Oh, you are so right, nereo!

I keep hearing bullshit ads about how inflation is going to destroy your nest egg. Well, sure it will if you're a dumbass and don't keep your money invested.  For those of us who have followed mustachian principles and continue to, there is no need to fear. We're in far more danger from the likes of Putin than inflation.

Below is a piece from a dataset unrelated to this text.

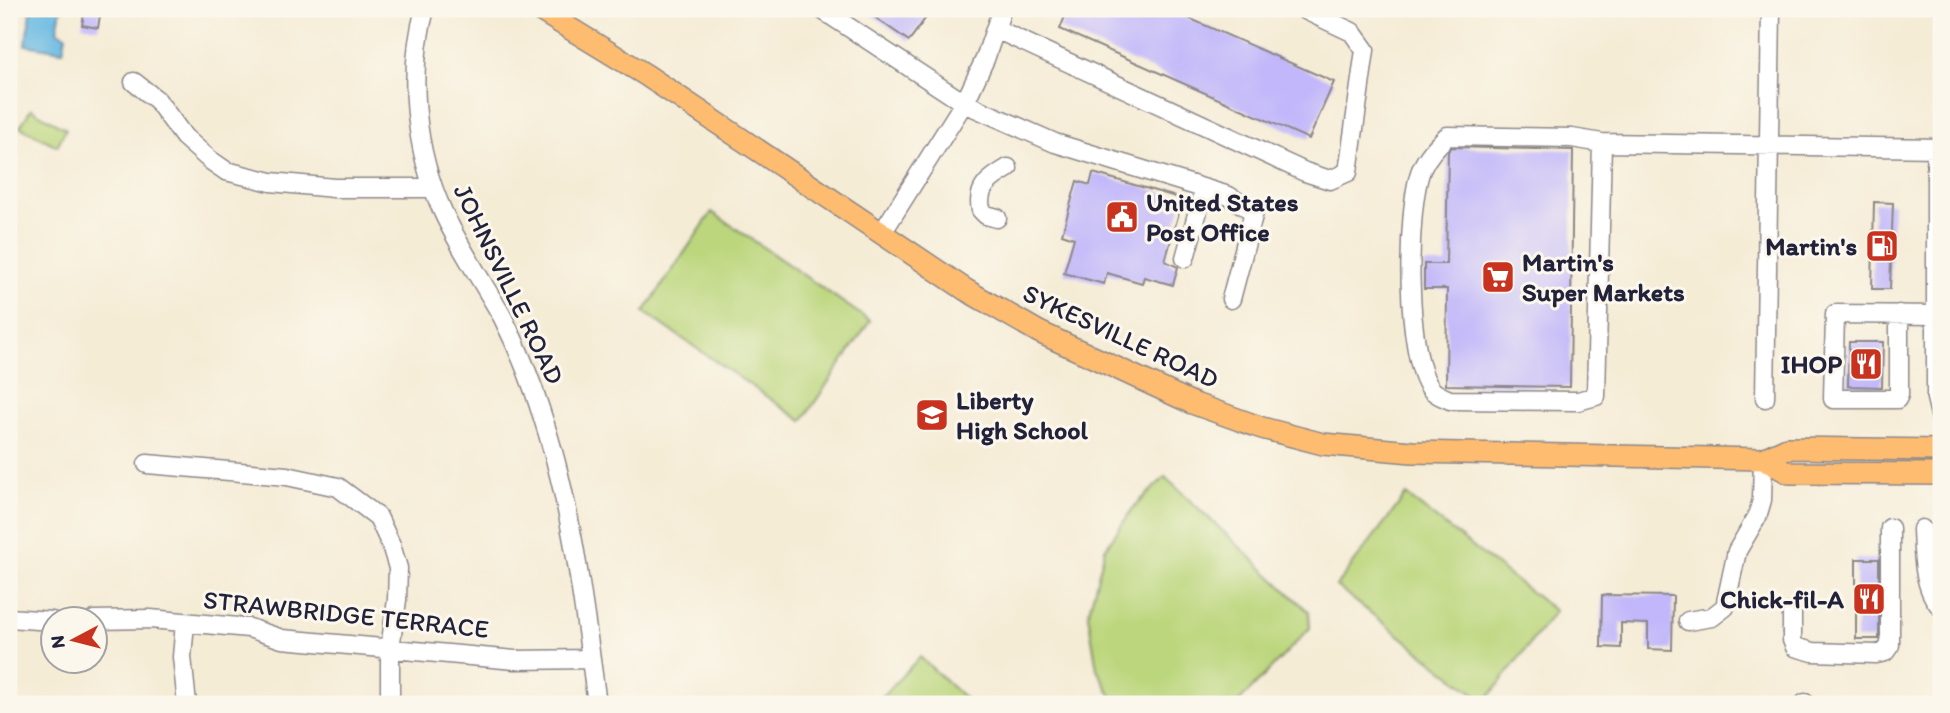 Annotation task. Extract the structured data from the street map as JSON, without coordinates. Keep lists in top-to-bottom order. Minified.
{"streets":{"main road":["SYKESVILLE ROAD"],"street":["JOHNSVILLE ROAD","STRAWBRIDGE TERRACE"]},"crossings":[["JOHNSVILLE ROAD","STRAWBRIDGE TERRACE"]],"places":{"public building":["United States Post Office"],"fuel station":["Martin's"],"supermarket":["Martin's Super Markets"],"restaurant":["IHOP","Chick-fil-A"],"school or university":["Liberty High School"]},"north":"left"}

The biggest downside to inflation with taxable invested FIRE assets is that you pay taxes on phantom gains (so if inflation continues to run 7% PA, and you sell your stocks for a 100% inflation gain 10 years later, your effective investment return will be reduced by 10-20% long term capital gains).  I might have messed up those exact numbers but you get the idea

Yes, having a fixed mortgage probably offsets this downside

Good point. For us the mortgage exclusion ($500k on gains for married filing jointly) on primary residences (2 of previous 5 years occupancy) will more than cover any “phantom gains”. Our entire home is well under the $500k cap. But for others in HCOL regions (like my sister in the SF Bay Area) they can easily exceed the exemption after a decade or two of living there.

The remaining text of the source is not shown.